**DATA PROVIDED:**
—————

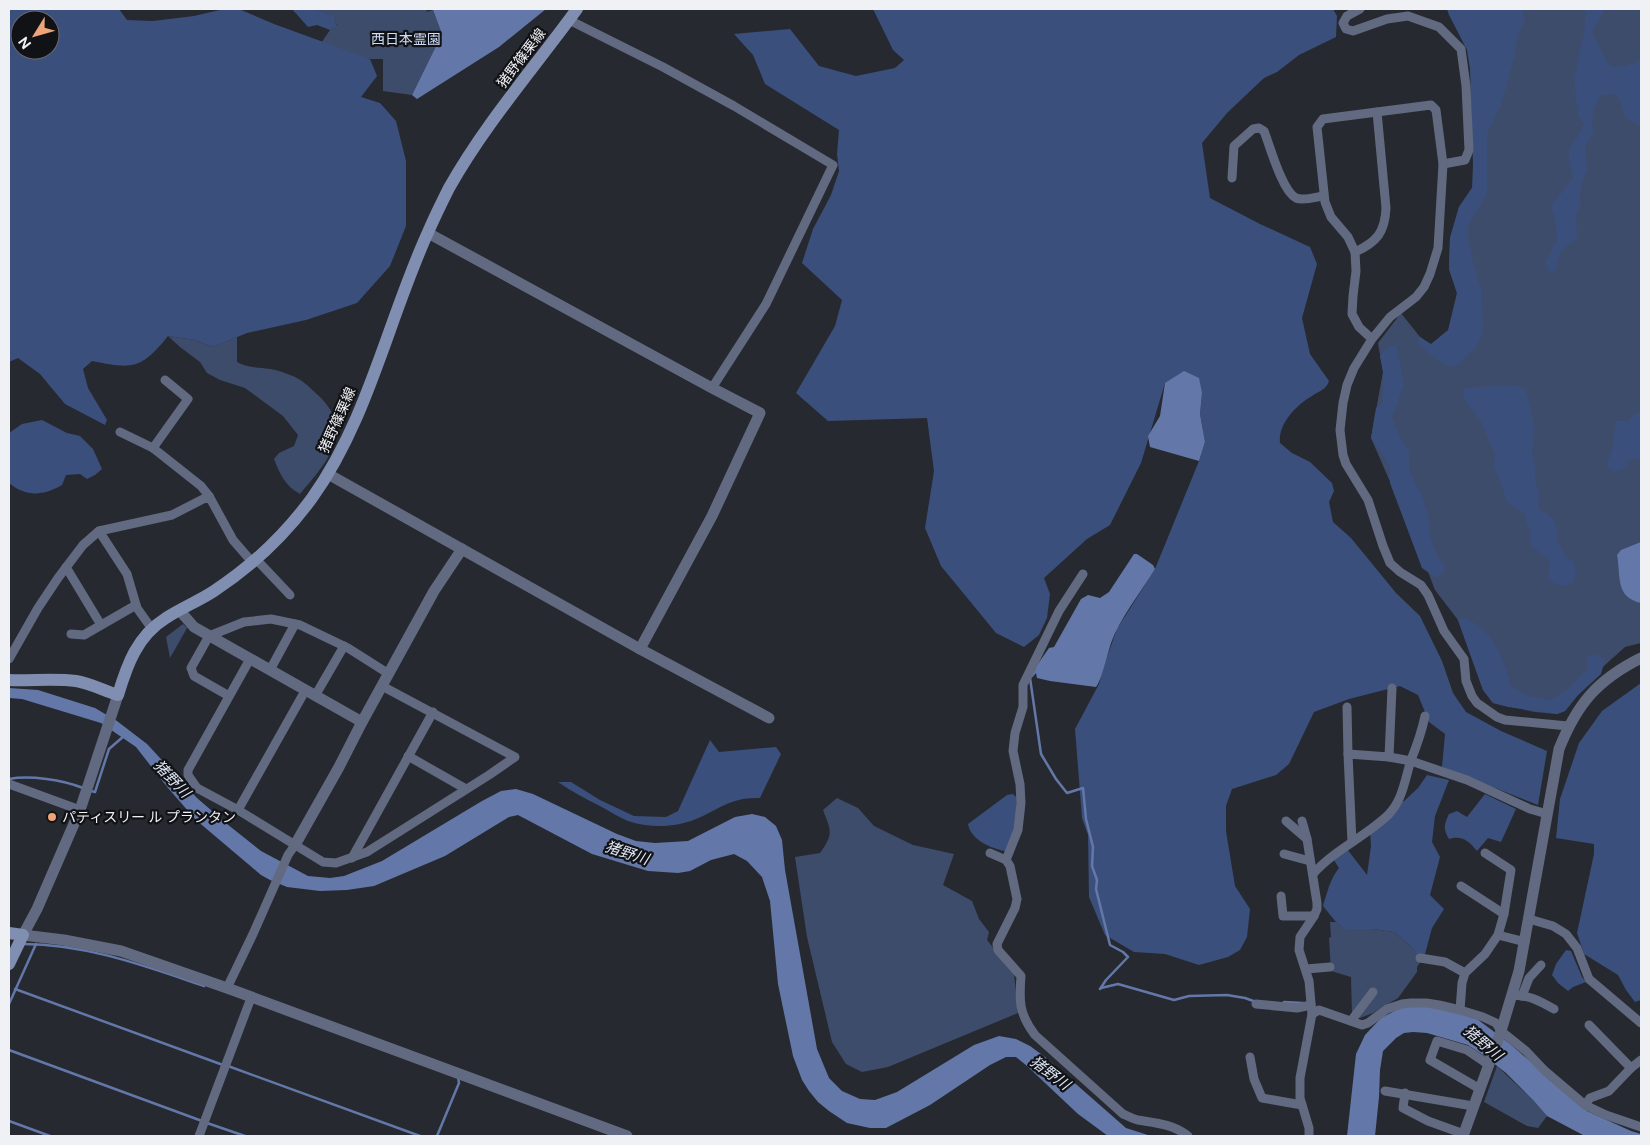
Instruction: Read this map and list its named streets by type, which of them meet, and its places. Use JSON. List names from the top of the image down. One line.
{"streets":{"main road":["猪野篠栗線"]},"water":["猪野川"],"parks":["西日本霊園"],"places":["パティスリー ル プランタン"],"north":"bottom left"}
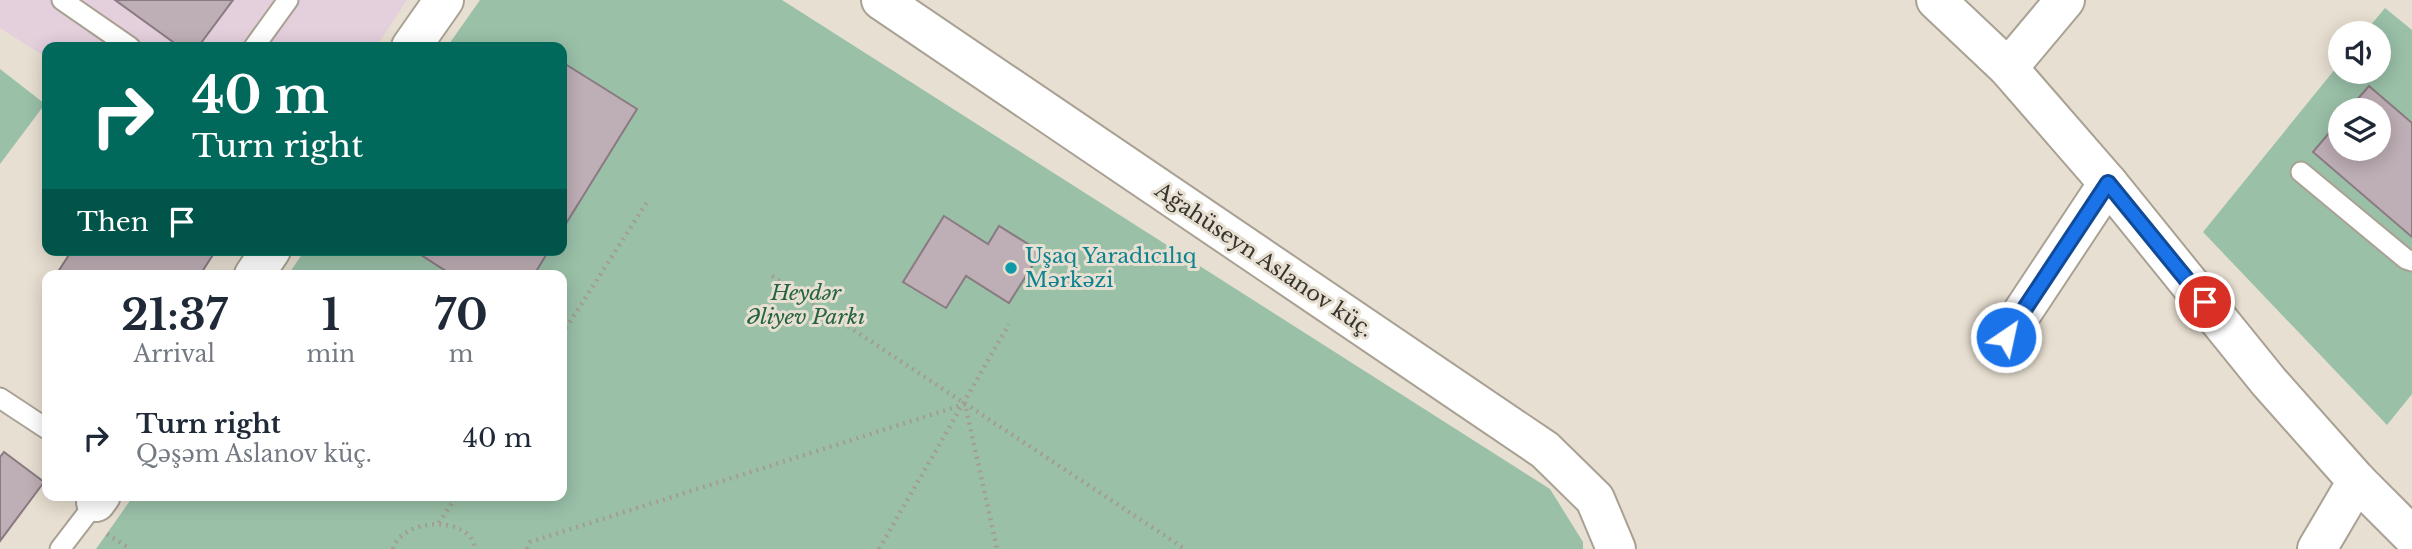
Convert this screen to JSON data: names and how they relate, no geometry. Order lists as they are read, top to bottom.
{
  "streets": {
    "street": ["Ağahüseyn Aslanov küç."]
  },
  "parks": ["Heydər Əliyev Parkı"],
  "places": ["Uşaq Yaradıcılıq Mərkəzi"],
  "page": {
    "turn": ["40 m", "Turn right"],
    "then": "Then",
    "eta": [
      "21:37",
      "Arrival",
      "1",
      "min",
      "70",
      "m"
    ],
    "list": [
      {
        "name": "Turn right",
        "note": "Qəşəm Aslanov küç.",
        "value": "40 m"
      }
    ]
  }
}
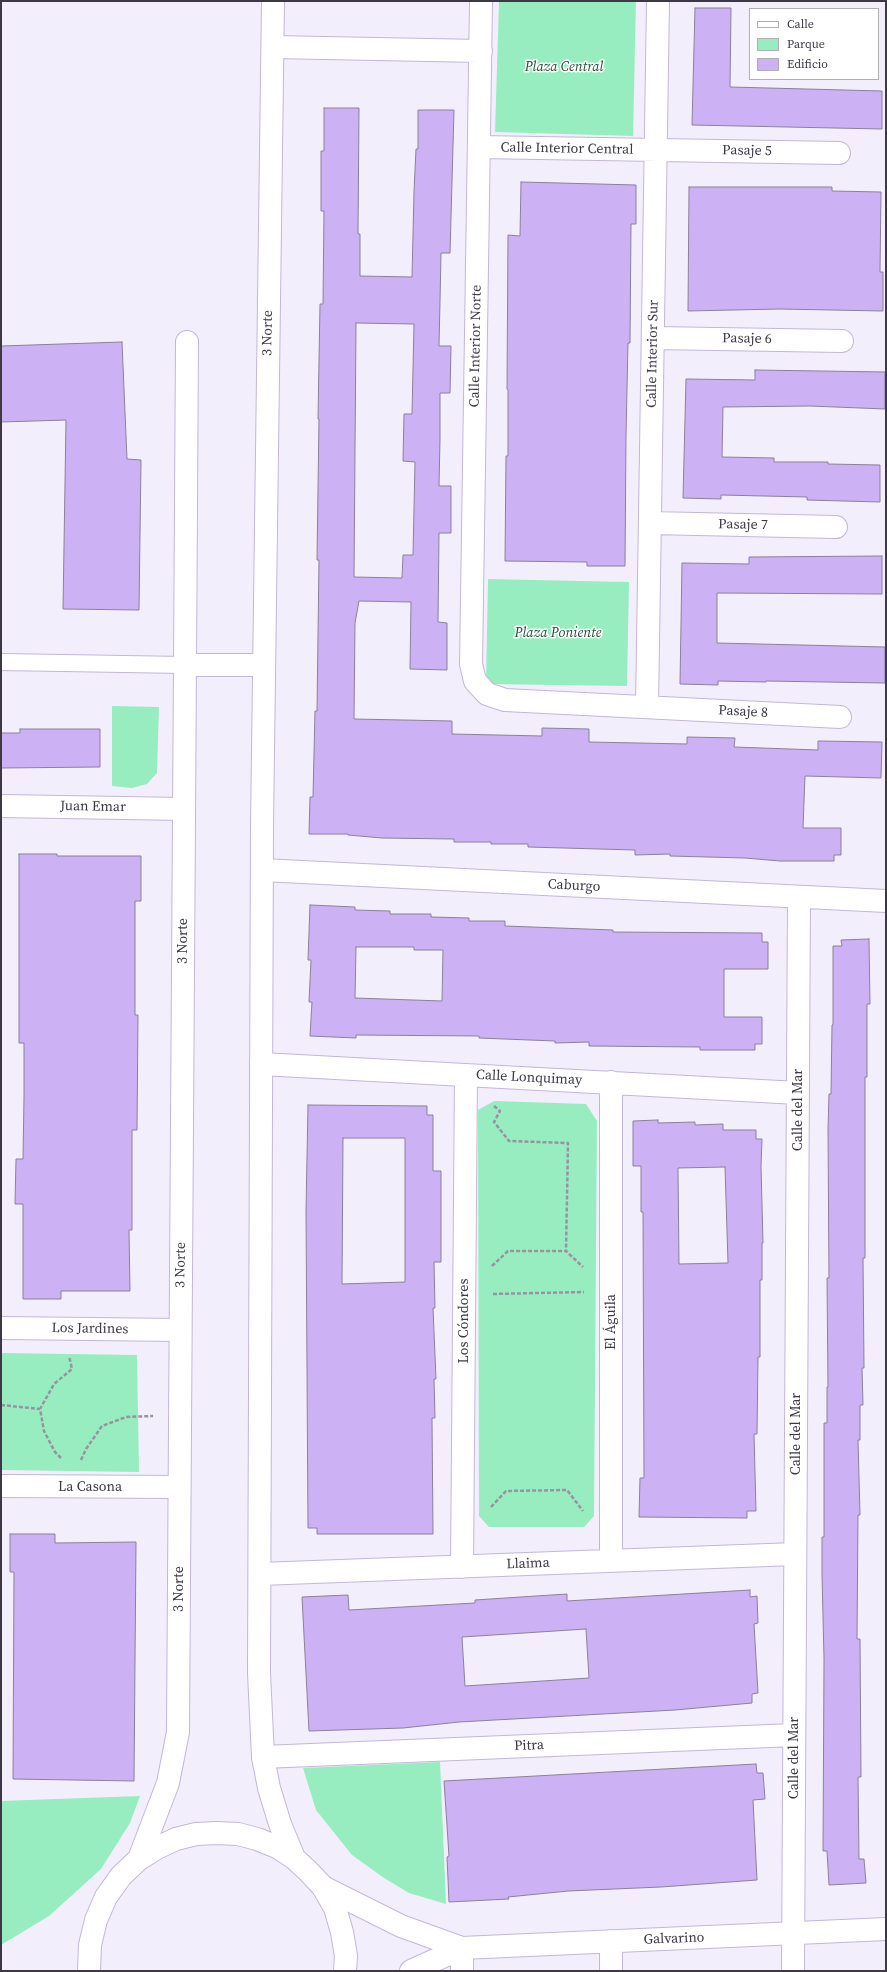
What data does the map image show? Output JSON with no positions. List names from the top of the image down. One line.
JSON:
{"streets":{"street":["Calle Interior Central","Pasaje 5","3 Norte","Pasaje 6","Calle Interior Norte","Calle Interior Sur","Pasaje 7","Pasaje 8","Juan Emar","Caburgo","Calle Lonquimay","Calle del Mar","Los Cóndores","El Águila","Los Jardines","La Casona","Llaima","Pitra","Galvarino"]},"crossings":[["Calle Interior Central","Pasaje 5"],["Calle Interior Central","Calle Interior Norte"],["Calle Interior Central","Calle Interior Sur"],["Pasaje 5","Calle Interior Sur"],["3 Norte","Juan Emar"],["3 Norte","Caburgo"],["3 Norte","Calle Lonquimay"],["3 Norte","Los Jardines"],["3 Norte","La Casona"],["3 Norte","Llaima"],["3 Norte","Pitra"],["Pasaje 6","Calle Interior Sur"],["Calle Interior Norte","Pasaje 8"],["Calle Interior Sur","Pasaje 7"],["Calle Interior Sur","Pasaje 8"],["Caburgo","Calle del Mar"],["Calle Lonquimay","Calle del Mar"],["Calle Lonquimay","Los Cóndores"],["Calle Lonquimay","El Águila"],["Calle del Mar","Llaima"],["Calle del Mar","Pitra"],["Calle del Mar","Galvarino"],["Los Cóndores","Llaima"],["El Águila","Llaima"]],"parks":["Plaza Central","Plaza Poniente"],"legend":["Calle","Parque","Edificio"]}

—————

**EXERCISE:** Please print the data above in its entirety, exactly, but without any picture.

**ANSWER FOR THE TASK:**
Instruction: Read this map and list its named streets by type, which of them meet, and its places. Use JSON. List names from the top of the image down. One line.
{"streets":{"main road":["猪野篠栗線"]},"water":["猪野川"],"parks":["西日本霊園"],"places":["パティスリー ル プランタン"],"north":"bottom left"}
Convert this screen to JSON data: names and how they relate, no geometry. Order lists as they are read, top to bottom.
{
  "streets": {
    "street": ["Ağahüseyn Aslanov küç."]
  },
  "parks": ["Heydər Əliyev Parkı"],
  "places": ["Uşaq Yaradıcılıq Mərkəzi"],
  "page": {
    "turn": ["40 m", "Turn right"],
    "then": "Then",
    "eta": [
      "21:37",
      "Arrival",
      "1",
      "min",
      "70",
      "m"
    ],
    "list": [
      {
        "name": "Turn right",
        "note": "Qəşəm Aslanov küç.",
        "value": "40 m"
      }
    ]
  }
}
What data does the map image show? Output JSON with no positions. List names from the top of the image down. One line.
JSON:
{"streets":{"street":["Calle Interior Central","Pasaje 5","3 Norte","Pasaje 6","Calle Interior Norte","Calle Interior Sur","Pasaje 7","Pasaje 8","Juan Emar","Caburgo","Calle Lonquimay","Calle del Mar","Los Cóndores","El Águila","Los Jardines","La Casona","Llaima","Pitra","Galvarino"]},"crossings":[["Calle Interior Central","Pasaje 5"],["Calle Interior Central","Calle Interior Norte"],["Calle Interior Central","Calle Interior Sur"],["Pasaje 5","Calle Interior Sur"],["3 Norte","Juan Emar"],["3 Norte","Caburgo"],["3 Norte","Calle Lonquimay"],["3 Norte","Los Jardines"],["3 Norte","La Casona"],["3 Norte","Llaima"],["3 Norte","Pitra"],["Pasaje 6","Calle Interior Sur"],["Calle Interior Norte","Pasaje 8"],["Calle Interior Sur","Pasaje 7"],["Calle Interior Sur","Pasaje 8"],["Caburgo","Calle del Mar"],["Calle Lonquimay","Calle del Mar"],["Calle Lonquimay","Los Cóndores"],["Calle Lonquimay","El Águila"],["Calle del Mar","Llaima"],["Calle del Mar","Pitra"],["Calle del Mar","Galvarino"],["Los Cóndores","Llaima"],["El Águila","Llaima"]],"parks":["Plaza Central","Plaza Poniente"],"legend":["Calle","Parque","Edificio"]}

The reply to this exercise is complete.